Perhaps we shouldn’t use the expression “lead times,” but, rather, “customer wait times.” To my mind, this makes a lot more sense. Usually, the customer has been waiting for a lot of things to happen: a phone call or e-mail back to initiate the job, measurements and then a price quote. All these things happen before the contract is even signed.
So much happens before a product is ready to hit the floor. If certain processes aren’t done correctly, then the pressure really starts to build and the rush to complete the job falls onto the production team’s shoulders. If you can objectively look at all your processes, you will see that many of the questions mentioned at the beginning of the article won’t be necessary.
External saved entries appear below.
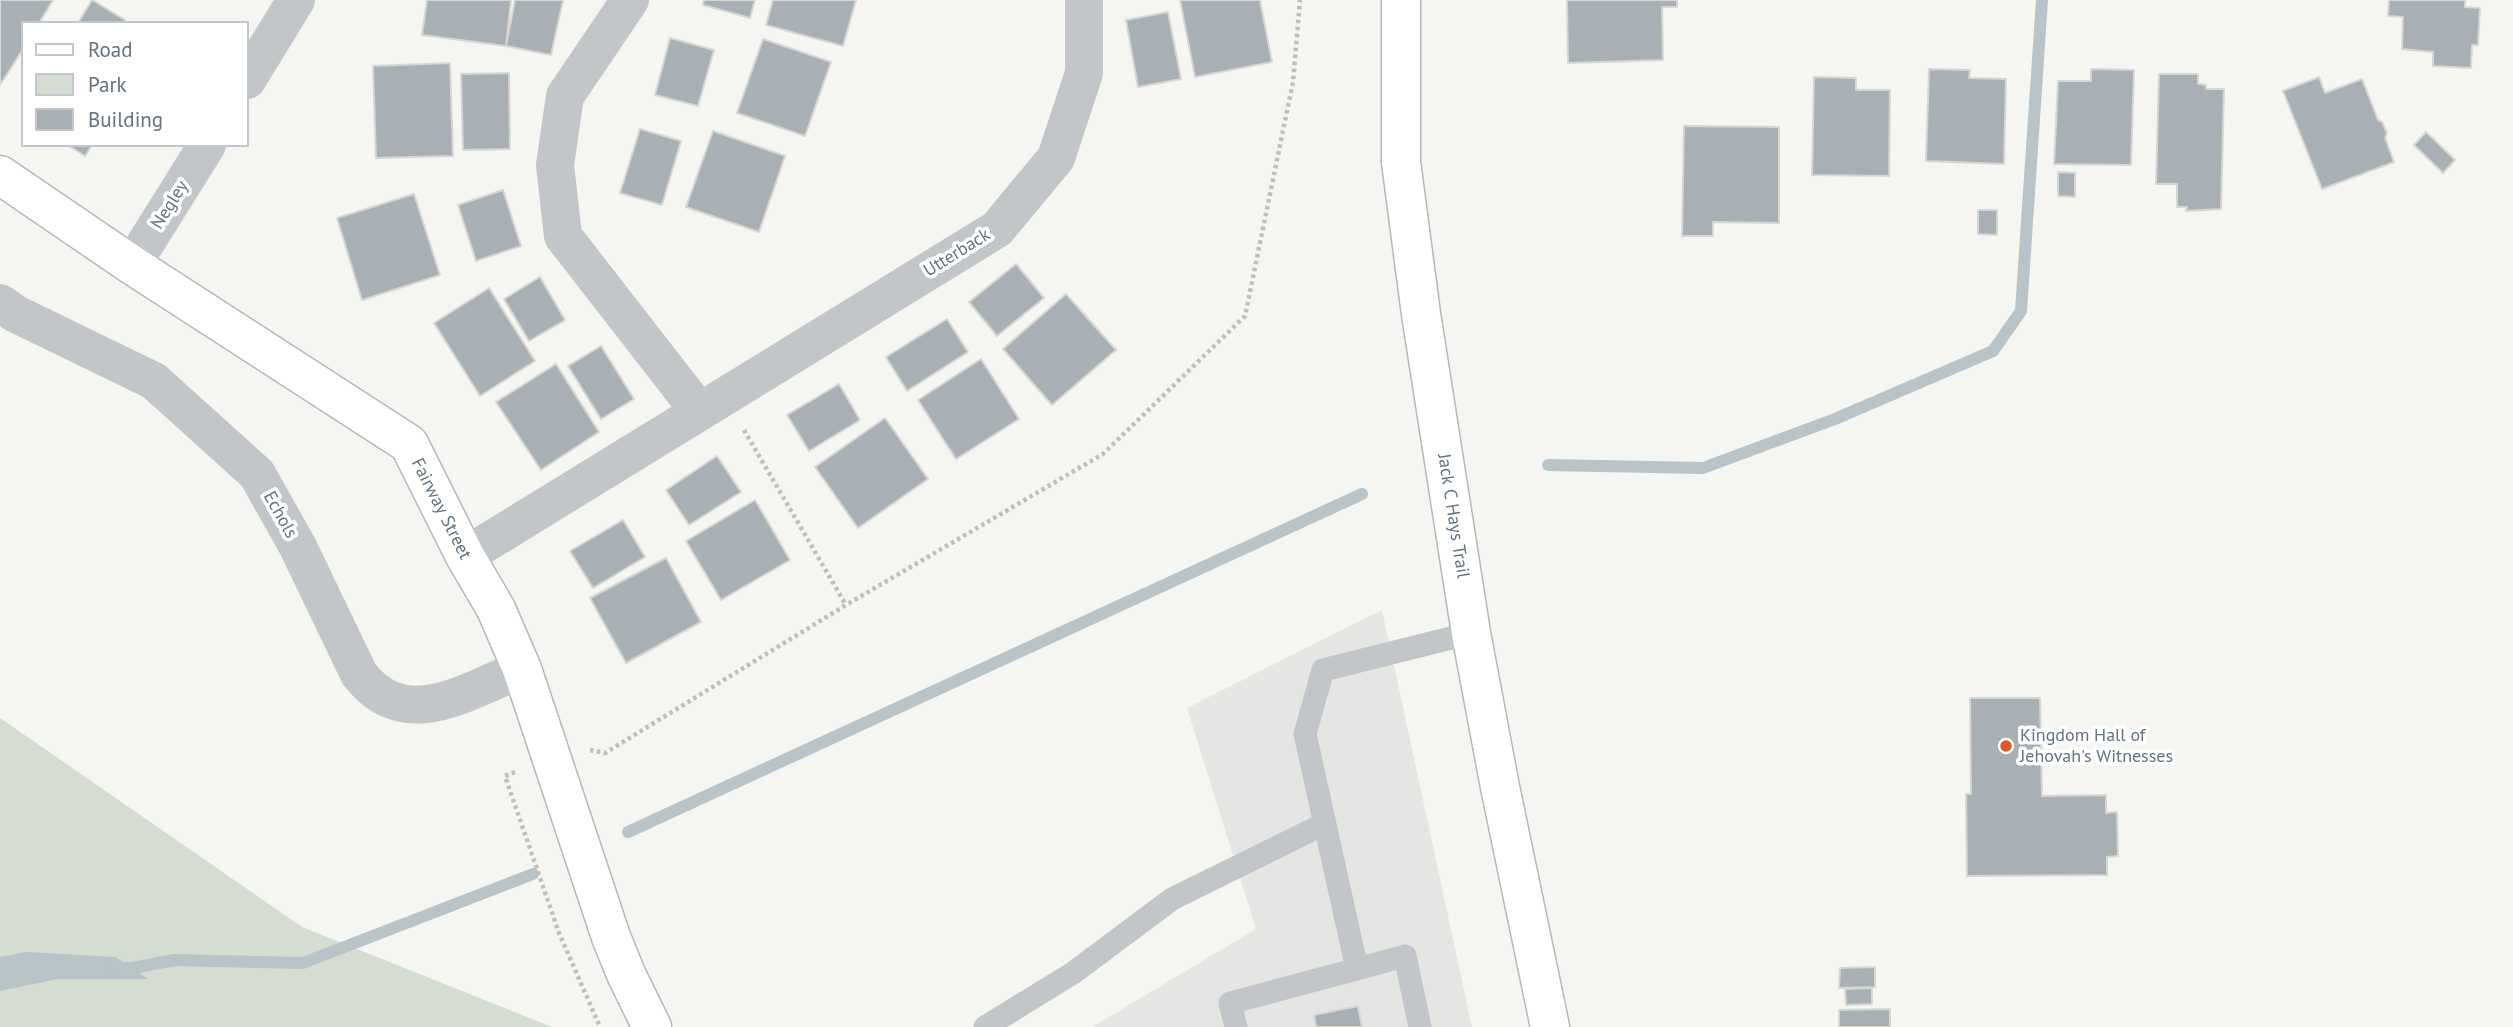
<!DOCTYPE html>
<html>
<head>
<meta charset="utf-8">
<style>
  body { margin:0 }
  #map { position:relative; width:2513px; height:1027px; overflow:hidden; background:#f5f5f1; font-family:"PT Sans",sans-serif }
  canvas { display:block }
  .legend { position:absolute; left:21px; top:21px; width:228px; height:126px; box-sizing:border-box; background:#fff; border:2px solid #c1c7cd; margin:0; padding:9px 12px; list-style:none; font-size:21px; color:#637382 }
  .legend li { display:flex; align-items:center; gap:14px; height:35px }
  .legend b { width:35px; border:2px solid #c1c7cd }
</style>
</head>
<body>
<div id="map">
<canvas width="2513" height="1027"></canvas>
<ul class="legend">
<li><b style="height:9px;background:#fff"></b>Road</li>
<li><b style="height:19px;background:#d5dcd2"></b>Park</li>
<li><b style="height:19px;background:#a8afb5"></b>Building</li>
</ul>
</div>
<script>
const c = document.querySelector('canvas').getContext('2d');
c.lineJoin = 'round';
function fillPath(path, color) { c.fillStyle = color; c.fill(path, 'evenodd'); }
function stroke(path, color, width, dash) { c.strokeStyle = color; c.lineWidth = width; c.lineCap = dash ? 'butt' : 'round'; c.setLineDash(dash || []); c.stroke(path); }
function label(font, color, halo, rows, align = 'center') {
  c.font = font + ' "PT Sans",sans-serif'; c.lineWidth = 7; c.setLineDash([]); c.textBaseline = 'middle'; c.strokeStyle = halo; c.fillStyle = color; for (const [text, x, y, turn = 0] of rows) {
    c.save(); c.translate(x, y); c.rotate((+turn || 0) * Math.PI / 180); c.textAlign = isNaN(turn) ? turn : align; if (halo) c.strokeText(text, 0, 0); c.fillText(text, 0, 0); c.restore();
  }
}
fillPath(new Path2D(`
  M1382 610 1472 1027H1092L1256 929 1187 708Z`), '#e5e6e4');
fillPath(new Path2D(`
  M0 718 302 927 552 1027H0Z`), '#d5dcd2');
fillPath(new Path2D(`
  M26 952 116 957 148 979H58L0 991V957Z`), '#b9c4c8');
stroke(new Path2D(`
  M1548 465 1703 468 1835 419 1993 351 2021 311 2042 0
  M628 832 1362 494
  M117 968H133L174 960 303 963 533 874`), '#b9c4c8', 12);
const building = new Path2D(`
  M0 0H53L39 23H23V49L0 85Z
  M92 0 125 20 123 23H78Z
  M427 0H511L506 46 422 35Z
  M515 0H563L551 55 506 46Z
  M704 0H755L750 18 703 5Z
  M773 0H856L843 46 766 25Z
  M1180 0H1260L1272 62 1195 77Z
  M1567 0H1677V7H1662L1663 60 1568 63Z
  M2389 0H2465V7L2480 8 2478 45H2472L2471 68 2433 66V52L2402 49 2403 17 2388 16Z
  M1168 12 1181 79 1138 87 1126 20Z
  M670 38 714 50 698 106 655 95Z
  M763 39 831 62 805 136 737 113Z
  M450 63 453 156 376 158 373 66Z
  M1929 69 1970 70 1969 78 2006 79 2004 164 1926 161Z
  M2091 69 2134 70 2131 165 2054 164 2058 81H2091Z
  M509 73 510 149 463 150 461 74Z
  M2159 74H2198V84L2206 85V89H2224L2221 209 2186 211 2187 207H2177V184H2156Z
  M1814 77 1856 78V90H1890L1889 176 1812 175Z
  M2319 77 2325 93 2362 79 2378 120 2382 122 2387 133 2385 138 2394 162 2322 189 2283 91Z
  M1684 126 1779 127V223L1713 222V236H1682Z
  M640 129 681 141 662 205 620 193Z
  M713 131 785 156 759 232 686 207Z
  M2426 132 2455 160 2443 173 2414 145Z
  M68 145H92L85 156Z
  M2058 172 2075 173V197L2058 196Z
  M503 190 521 246 476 261 458 205Z
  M414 194 440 275 362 300 337 218Z
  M1978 210H1997V235L1978 234Z
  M1016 264 1044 298 997 336 969 302Z
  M540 277 565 320 529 341 504 299Z
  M489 288 535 361 480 396 434 323Z
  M1066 294 1116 350 1052 405 1003 349Z
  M947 319 968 352 907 391 886 357Z
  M601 346 634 399 601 419 568 366Z
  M981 359 1019 419 956 459 918 400Z
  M556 364 599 432 541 470 496 402Z
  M839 384 860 420 809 451 787 415Z
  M885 418 928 479 858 528 815 467Z
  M717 456 741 492 689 525 666 490Z
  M755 500 790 560 721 600 686 541Z
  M623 520 645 557 593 588 570 551Z
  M666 558 701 622 626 663 590 598Z
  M1970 698H2040L2042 796 2106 795V813L2117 812 2118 856 2107 857V875L1967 876 1966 794H1971Z
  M1875 967V987L1839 988 1840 968Z
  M1872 988V1004L1846 1005 1845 989Z
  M1358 1006 1362 1027H1316L1314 1015Z
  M1890 1009V1027H1839V1010Z`);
fillPath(building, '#a8afb5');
stroke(building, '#d6d6d3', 2);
const secondary = new Path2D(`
  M1401 0V162L1421 314 1471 633 1500 787 1550 1027
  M0 175 132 265 409 444 465 556 496 609 522 669 611 937 626 974 652 1027`);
stroke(secondary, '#b4b9be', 41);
stroke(new Path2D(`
  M744 430 846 605
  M590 750 605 753 846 605 1103 454 1245 316 1293 82 1300 0
  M515 772 505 776 559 933 600 1027`), '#bcbec0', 4.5, [3.5, 3.5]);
stroke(new Path2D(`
  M985 1027 1073 973 1172 899 1324 824
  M1236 1027 1230 1003 1357 969
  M1420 1027 1405 956 1357 969 1305 734 1323 670 1471 633`), '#c2c6c9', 23);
stroke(new Path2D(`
  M630 0 565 96 555 165 563 236 699 411
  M247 80 296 0
  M132 265 207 145
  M0 303 16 314 154 381 257 474 298 547 359 674C405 734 467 691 522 669
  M465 556 997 229 1056 158 1084 73V0`), '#c2c6c9', 38);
stroke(secondary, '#fff', 38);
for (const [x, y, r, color] of [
  [2006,746,7,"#e45522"]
]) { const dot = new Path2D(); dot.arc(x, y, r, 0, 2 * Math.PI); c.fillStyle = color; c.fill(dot); stroke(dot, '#fff', 2.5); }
label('18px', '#637382', '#fff', [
  ["Negley",170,205,-58],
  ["Utterback",957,253,-32],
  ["Fairway Street",441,509,63],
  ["Echols",280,515,61],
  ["Jack C Hays Trail",1453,516,81]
]);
label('18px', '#637382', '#fff', [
  ["Kingdom Hall of",2020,736],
  ["Jehovah's Witnesses",2020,757]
], 'left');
</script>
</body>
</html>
More importantly, your company will be more productive, you’ll see an increase in profits, and you can brand your company as one that really has its act together.
Let’s look at some processes in a shop where improvement can be made to shorten customer wait times.
In our shop, any process that slows the work down is called a cluster point. For example, any of the following areas can cause a potential hold up in the work: estimating, engineering, material ordering, scheduling, etc. When things go wrong in any of these departments, customer wait times increase.
You could compare the situation to chicken farming. The chicken farmer may know he has 45 chickens that can produce approximately 80 eggs, so he can without doubt tell his customers how many eggs they can get each day; however, if he’s not paying attention, a fox could invade the coop and then he’s down to 40 chickens. Some customers are not going to be happy — and now he has egg on his face. (Sorry, had to get that in there.) You see the point. You as a manager have to know how all of your processes are operating in order to deliver what all of your customers need, when they need it. It’s really not that hard to do.
Let’s look at estimating first. We all know it is standard policy to get three quotes before you start a job, but studies show the first quote received will be the one used 50 percent of the time — regardless of who’s cheaper. If you get your quote in first, you stand to gain a competitive advantage. But this isn’t the only part of the estimating process that’s important. You also need to know your success rate. If you’re winning too many bids, you might be pricing too low, in which case an adjustment might be in order. Here you might have a cluster point.